[Supplied material Boundary: Start]
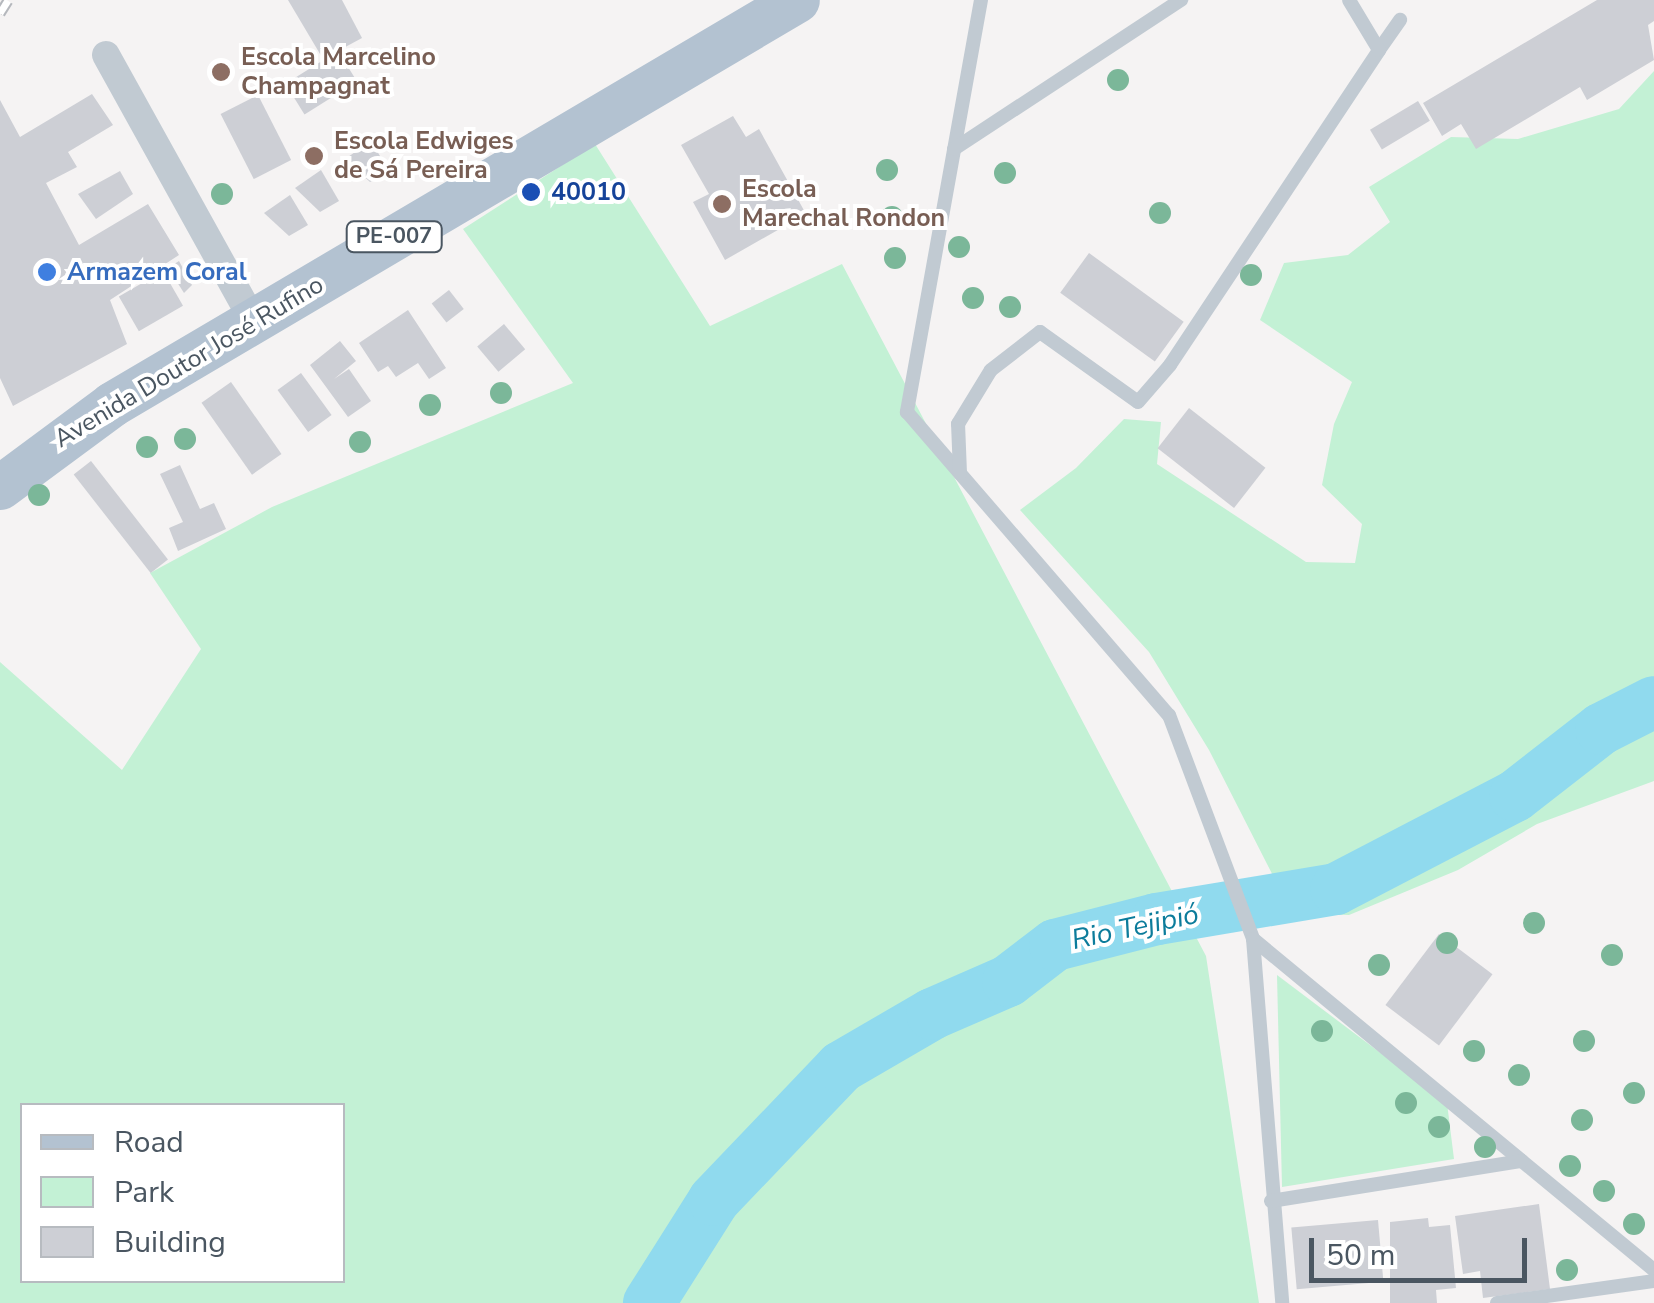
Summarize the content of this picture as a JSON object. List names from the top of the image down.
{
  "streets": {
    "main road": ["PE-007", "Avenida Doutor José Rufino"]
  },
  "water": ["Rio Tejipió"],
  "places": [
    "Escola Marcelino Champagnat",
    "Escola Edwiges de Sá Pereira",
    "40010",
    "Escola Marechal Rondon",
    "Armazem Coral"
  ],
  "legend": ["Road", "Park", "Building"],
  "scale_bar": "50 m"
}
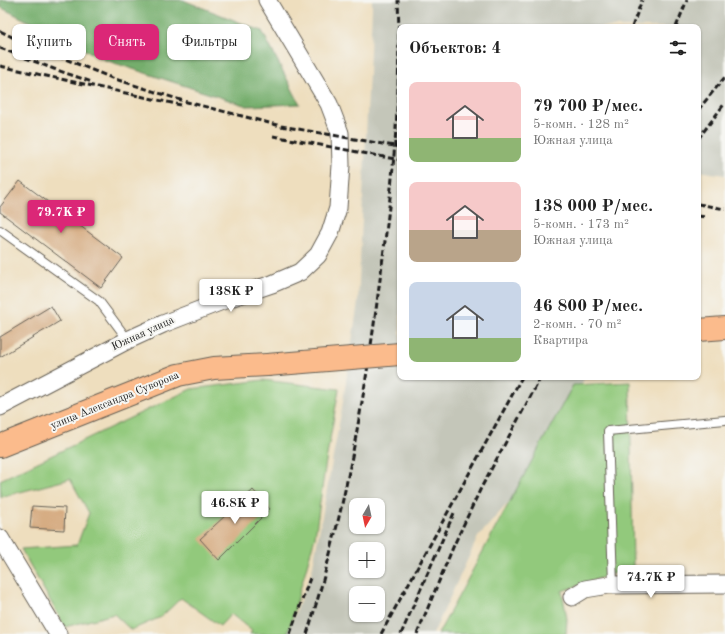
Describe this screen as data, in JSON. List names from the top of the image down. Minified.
[Supplied material Boundary: End]
[Supplied material Boundary: Start]
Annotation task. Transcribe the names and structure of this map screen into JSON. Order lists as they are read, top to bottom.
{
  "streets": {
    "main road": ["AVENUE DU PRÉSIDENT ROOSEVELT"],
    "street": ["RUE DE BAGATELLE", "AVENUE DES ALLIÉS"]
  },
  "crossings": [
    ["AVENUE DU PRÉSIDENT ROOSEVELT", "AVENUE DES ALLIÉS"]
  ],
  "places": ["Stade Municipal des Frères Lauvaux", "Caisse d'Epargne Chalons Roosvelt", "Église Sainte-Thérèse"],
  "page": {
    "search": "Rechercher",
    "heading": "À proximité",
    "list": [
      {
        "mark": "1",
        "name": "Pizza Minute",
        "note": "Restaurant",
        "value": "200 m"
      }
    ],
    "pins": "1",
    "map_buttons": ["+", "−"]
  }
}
[Supplied material Boundary: End]
Give back exactly the lines of the listing above from the one that contains "Summarize the content" up to and including the one that contains "Describe this screen", but not the pictures, and no other lines.

# Response area
Summarize the content of this picture as a JSON object. List names from the top of the image down.
{
  "streets": {
    "main road": ["PE-007", "Avenida Doutor José Rufino"]
  },
  "water": ["Rio Tejipió"],
  "places": [
    "Escola Marcelino Champagnat",
    "Escola Edwiges de Sá Pereira",
    "40010",
    "Escola Marechal Rondon",
    "Armazem Coral"
  ],
  "legend": ["Road", "Park", "Building"],
  "scale_bar": "50 m"
}
Describe this screen as data, in JSON. List names from the top of the image down. Minified.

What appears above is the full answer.